2. Squeeze the batter as soon as possible and bake it in the oven, otherwise it will lead to defoaming and affect the quality of biscuits.

3. Women's fingers are very absorbent. When exposed to the air, it is easy to absorb the moisture in the air and become moist and soft. So pay attention to sealing and preservation. condiments

2 egg yolks

25 refined sugar

70 grams of low-gluten flour

condiments

Two kinds of protein.

45 refined sugar

Proper amount of moisture-proof sugar powder

Production steps

1. Add 25 grams of sugar to the egg yolk and stir until the egg yolk becomes loose and white. 2. Add 45 grams of sugar to the protein and stir until the protein bends. 3. Add the egg white into the egg yolk three times and stir evenly with a scraper. 4. Add the sieved low-gluten flour and mix well. 5. Put it in a round paper bag. 6. Arrange it on a baking tray with baking paper, put it in an oven preheated to 190 degrees 15 minutes, and bake it for10-0/2 minutes, that is, the surface is golden. 7. Take out the finger cake, sprinkle moisture-proof sugar powder on the surface while it is hot, and seal it after it is completely cooled.

skill

Watch out for the fire, Ms. Finger. Don't bake it too hard 65438 main ingredient egg +0 low-gluten flour 35g sugar powder 25g practice steps

1. Egg yolk is packed in waterless and oil-free containers respectively.

2. Beat the egg whites until rough, and add one third of powdered sugar.

3. Beat until fine, then add one third of powdered sugar.
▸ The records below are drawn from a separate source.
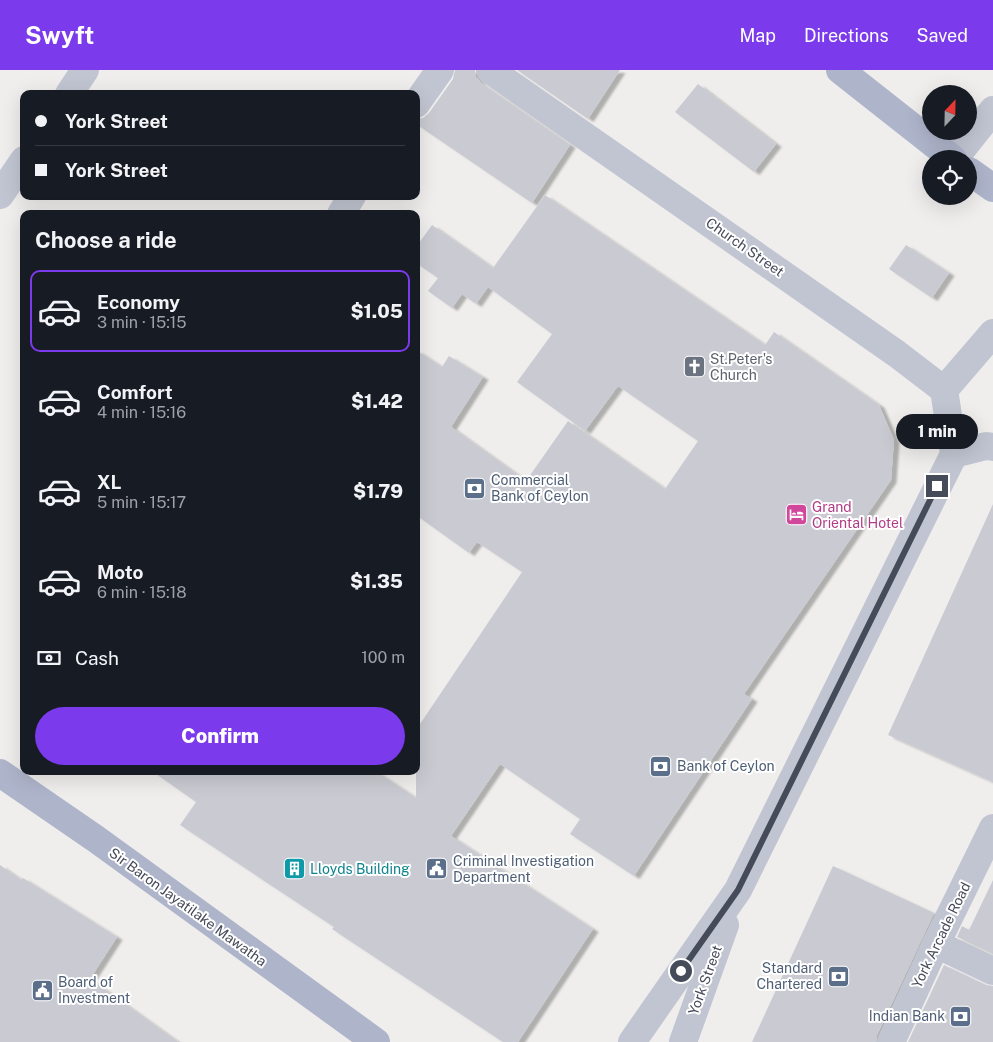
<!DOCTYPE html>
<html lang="en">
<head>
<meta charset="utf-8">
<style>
	:root { --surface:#171b24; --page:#242831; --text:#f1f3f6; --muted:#9ea1a6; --line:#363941; --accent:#7c3aed }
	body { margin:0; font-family:"Public Sans",sans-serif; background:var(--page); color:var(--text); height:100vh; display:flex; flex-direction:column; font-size:19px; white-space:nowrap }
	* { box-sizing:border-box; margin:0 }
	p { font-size:16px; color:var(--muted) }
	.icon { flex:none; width:28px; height:28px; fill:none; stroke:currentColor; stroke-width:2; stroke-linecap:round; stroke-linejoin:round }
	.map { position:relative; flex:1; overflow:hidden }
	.side { position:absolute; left:20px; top:140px; width:400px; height:565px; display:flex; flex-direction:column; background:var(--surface); border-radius:10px; box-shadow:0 5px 20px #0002 }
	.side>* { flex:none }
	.guide { position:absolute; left:20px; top:20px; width:400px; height:110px; border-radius:10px; box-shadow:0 5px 20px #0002; display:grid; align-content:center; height:110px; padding:0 15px; background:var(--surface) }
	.needle { width:32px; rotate:22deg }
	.tools { position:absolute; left:922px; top:15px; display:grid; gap:10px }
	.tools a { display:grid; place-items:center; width:55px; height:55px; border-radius:50%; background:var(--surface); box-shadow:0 5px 20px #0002; font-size:25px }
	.end { position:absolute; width:22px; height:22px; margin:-11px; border:6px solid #464b59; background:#fff; box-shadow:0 0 0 2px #fff }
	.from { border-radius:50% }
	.bubble { position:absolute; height:35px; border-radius:18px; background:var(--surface); box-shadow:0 5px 20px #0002; font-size:16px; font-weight:800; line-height:35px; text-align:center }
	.guide b { display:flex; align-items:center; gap:18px; height:48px; font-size:19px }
	.guide b+b { border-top:1px solid var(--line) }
	.guide i { width:12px; height:12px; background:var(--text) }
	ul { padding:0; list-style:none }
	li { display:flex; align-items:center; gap:15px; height:82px; margin:0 10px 8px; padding:0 5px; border:2px solid transparent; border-radius:10px }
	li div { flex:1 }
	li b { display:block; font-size:19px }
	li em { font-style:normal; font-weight:800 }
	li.current { border-color:var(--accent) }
	li>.icon { width:45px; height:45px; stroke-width:1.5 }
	h2 { padding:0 15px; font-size:22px; line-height:60px }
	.pay { display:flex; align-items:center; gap:12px; height:55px; padding:0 15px; font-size:19px }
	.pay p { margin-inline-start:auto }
	.cta { display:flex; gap:10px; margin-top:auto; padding:10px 15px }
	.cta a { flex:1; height:58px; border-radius:30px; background:var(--accent); color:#fff; font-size:20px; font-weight:800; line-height:58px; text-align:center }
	header { display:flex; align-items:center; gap:30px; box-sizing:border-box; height:70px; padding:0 25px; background:var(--accent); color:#fff }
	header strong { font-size:24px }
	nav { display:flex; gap:28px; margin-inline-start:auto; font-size:18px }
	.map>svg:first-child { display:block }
	.building { fill:#cacbd2; filter:url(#shadow) }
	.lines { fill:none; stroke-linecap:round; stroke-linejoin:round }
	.minor { stroke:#c1c5d1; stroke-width:28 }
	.major { stroke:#aeb4ca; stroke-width:28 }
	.route { stroke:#464b59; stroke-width:6 }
	.labels { text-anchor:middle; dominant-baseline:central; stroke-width:4; stroke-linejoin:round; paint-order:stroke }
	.street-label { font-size:14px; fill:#464b59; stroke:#fff }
	.worship-label { font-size:14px; fill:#5b616d; stroke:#fff; text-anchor:start }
	.service-label { font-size:14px; fill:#4e5e75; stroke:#fff; text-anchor:start }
	.hotel-label { font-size:14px; fill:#b23c85; stroke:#fff; text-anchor:start }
	.culture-label { font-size:14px; fill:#0d838f; stroke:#fff; text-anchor:start }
</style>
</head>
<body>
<header>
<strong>Swyft</strong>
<nav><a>Map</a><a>Directions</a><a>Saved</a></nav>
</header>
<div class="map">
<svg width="993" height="972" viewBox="0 0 993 972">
	<defs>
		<filter id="shadow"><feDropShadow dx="5.5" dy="3" stdDeviation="1" flood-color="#0004"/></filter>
	</defs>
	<rect width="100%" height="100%" fill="#efeeed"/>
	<path class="building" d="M 455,0 L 475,0 L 476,7 L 481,13 L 570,75 L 532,133 L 416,54 L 416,49 L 423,48 L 429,43 L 453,9 Z
		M 517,0 L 620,0 L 588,49 Z
		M 698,14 L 776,74 L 754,102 L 675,42 Z
		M 545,125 L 765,275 L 774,262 L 879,335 L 894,370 L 891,410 L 744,624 L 752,629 L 634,806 L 570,764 L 580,749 L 500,694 L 451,766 L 593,859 L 518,972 L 503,972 L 332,859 L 334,857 L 180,755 L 196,732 L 152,701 L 375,701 L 416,728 L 416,660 L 522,502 L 477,472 L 469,483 L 416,445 L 416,280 L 442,297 L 449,286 L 483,307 L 451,357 L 526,411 L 568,351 L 665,419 L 698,371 L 618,316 L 585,361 L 517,312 L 552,264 L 488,217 L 476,234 L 462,224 L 452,238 L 428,221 L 438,208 L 416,193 L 416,177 L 432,155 L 493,198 Z
		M 906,175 L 949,203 L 932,228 L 889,199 Z
		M 993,434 L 993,712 L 888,665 Z
		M 0,795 L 21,810 L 23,808 L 117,867 L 90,909 L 178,972 L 0,972 Z
		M 833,796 L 934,843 L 877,965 L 876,972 L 752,972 Z
		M 993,810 L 993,884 L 957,867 L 962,856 L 969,860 Z
		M 944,895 L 986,915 L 993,916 L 993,972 L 908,972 Z"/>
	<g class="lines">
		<path class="minor" d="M 490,0 L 897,284 L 944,320 L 954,384
			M 69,24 L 85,0
			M 416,34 L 440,0
			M 954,89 L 993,40
			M 0,125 L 24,90
			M 341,144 L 352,126
			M 944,320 L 993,263
			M 954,384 L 986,376 L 993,377
			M 936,874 L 993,901
			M 632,972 L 738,820 L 954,384
			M 683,972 L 725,855
			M 891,972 L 936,874 L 993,758"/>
		<path class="major" d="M 840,0 L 953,89
			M 969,101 L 993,118
			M 0,703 L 96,769 L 376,972"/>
	</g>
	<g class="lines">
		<path class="route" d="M 681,901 L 738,820 L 937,416"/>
	</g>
	<defs>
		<symbol id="church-square" viewBox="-11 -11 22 22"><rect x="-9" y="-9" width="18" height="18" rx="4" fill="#6b7280" stroke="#fff"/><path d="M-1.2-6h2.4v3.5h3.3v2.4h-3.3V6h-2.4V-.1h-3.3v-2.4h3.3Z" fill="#fff"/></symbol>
		<symbol id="bank-square" viewBox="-11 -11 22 22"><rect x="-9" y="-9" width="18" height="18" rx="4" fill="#5c6f8a" stroke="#fff"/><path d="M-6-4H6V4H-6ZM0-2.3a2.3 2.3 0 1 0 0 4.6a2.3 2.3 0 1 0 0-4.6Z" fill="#fff"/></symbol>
		<symbol id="hotel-square" viewBox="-11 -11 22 22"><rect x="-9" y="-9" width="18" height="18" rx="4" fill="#d1479c" stroke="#fff"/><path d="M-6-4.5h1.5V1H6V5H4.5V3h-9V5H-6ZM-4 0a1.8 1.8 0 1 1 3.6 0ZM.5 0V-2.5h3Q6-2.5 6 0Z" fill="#fff"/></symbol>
		<symbol id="building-square" viewBox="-11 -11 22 22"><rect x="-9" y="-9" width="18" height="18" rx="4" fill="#0f9aa8" stroke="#fff"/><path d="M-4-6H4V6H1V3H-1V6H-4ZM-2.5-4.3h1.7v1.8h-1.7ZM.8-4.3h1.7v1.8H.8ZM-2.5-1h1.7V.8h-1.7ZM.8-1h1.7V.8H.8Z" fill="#fff"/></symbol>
		<symbol id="civic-square" viewBox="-11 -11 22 22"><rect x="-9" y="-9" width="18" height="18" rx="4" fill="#5c6f8a" stroke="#fff"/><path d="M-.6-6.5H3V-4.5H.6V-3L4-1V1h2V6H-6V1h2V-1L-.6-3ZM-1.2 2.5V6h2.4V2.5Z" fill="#fff"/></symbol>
	</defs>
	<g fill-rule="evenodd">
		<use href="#church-square" x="682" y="284" width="25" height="25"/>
		<use href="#bank-square" x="462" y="406" width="25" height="25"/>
		<use href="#hotel-square" x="784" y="432" width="25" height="25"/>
		<use href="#bank-square" x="648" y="684" width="25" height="25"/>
		<use href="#building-square" x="282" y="786" width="25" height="25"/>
		<use href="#civic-square" x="424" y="786" width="25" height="25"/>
		<use href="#bank-square" x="826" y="894" width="25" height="25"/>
		<use href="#civic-square" x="30" y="908" width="25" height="25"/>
		<use href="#bank-square" x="948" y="934" width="25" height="25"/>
	</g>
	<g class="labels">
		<g class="street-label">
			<text transform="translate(745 177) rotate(35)">Church Street</text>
			<text transform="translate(188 837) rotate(36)">Sir Baron Jayatilake Mawatha</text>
			<text transform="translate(941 865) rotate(-64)">York Arcade Road</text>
			<text transform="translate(705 910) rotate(-70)">York Street</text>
		</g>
		<g class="worship-label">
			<text x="710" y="289">St.Peter's<tspan x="710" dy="16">Church</tspan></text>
		</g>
		<g class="service-label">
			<text x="491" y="410">Commercial<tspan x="491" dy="16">Bank of Ceylon</tspan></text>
			<text x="677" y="696">Bank of Ceylon</text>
			<text x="453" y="791">Criminal Investigation<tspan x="453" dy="16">Department</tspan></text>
			<text x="822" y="898" text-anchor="end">Standard<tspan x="822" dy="16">Chartered</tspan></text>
			<text x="58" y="912">Board of<tspan x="58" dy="16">Investment</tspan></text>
			<text x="945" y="946" text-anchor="end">Indian Bank</text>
		</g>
		<g class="hotel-label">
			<text x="812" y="437">Grand<tspan x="812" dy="16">Oriental Hotel</tspan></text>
		</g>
		<g class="culture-label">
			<text x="310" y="799">Lloyds Building</text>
		</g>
	</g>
</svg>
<div class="tools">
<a><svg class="needle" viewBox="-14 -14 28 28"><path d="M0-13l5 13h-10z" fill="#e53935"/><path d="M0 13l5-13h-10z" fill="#9ea1a6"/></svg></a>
<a><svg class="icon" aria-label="locate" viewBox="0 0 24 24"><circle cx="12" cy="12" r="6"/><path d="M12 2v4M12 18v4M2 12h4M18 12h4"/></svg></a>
</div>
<i class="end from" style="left:681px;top:901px"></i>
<i class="end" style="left:937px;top:416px"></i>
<div class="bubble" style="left:896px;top:344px;width:82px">1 min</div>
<div class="guide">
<b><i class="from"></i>York Street</b>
<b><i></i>York Street</b>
</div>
<section class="side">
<h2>Choose a ride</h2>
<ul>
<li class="current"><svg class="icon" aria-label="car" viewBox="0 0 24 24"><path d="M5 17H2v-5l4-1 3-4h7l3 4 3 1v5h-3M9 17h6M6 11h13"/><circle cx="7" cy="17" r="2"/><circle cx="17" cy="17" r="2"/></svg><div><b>Economy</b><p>3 min · 15:15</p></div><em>$1.05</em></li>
<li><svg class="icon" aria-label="car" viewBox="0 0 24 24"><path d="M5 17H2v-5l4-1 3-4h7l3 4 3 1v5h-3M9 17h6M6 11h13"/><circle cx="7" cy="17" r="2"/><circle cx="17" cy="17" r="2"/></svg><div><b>Comfort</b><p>4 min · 15:16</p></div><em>$1.42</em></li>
<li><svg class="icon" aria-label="car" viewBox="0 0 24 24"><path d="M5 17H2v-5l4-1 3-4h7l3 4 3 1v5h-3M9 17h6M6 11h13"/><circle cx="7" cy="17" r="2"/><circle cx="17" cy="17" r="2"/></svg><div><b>XL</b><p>5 min · 15:17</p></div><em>$1.79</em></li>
<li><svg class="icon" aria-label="car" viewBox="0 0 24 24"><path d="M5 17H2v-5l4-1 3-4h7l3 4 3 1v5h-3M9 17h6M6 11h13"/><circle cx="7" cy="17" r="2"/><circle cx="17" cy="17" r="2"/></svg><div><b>Moto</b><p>6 min · 15:18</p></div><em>$1.35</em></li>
</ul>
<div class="pay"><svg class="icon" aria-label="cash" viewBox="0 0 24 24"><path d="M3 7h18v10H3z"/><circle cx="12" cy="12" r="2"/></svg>Cash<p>100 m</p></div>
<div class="cta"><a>Confirm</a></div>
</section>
</div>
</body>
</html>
4. When you can see the lines, add the remaining powdered sugar.

5. Beat until you lift the eggbeater and stand up straight and sharp.

6. Add powdered sugar to the egg yolk

Step 7 beat with eggs

8. Mix egg yolk and egg whites evenly. Stir with a scraper. Don't stir in circles to avoid defoaming.

9. Add the sieved low powder.

10. Mix evenly.

1 1. Pour it into the piping bag.

12. Cut a hole

13. Squeeze oil paper on the baking tray and send it to the preheated oven 190 degree baking 15 minutes.

14. Golden yellow looks appetizing.

skill

The baked lady's fingers are cooled and sealed, otherwise they will not be crisp. You can preheat the oven when stirring the egg yolk. After the batter is squeezed, it will be sent to the oven immediately so as not to affect the expansion of the batter.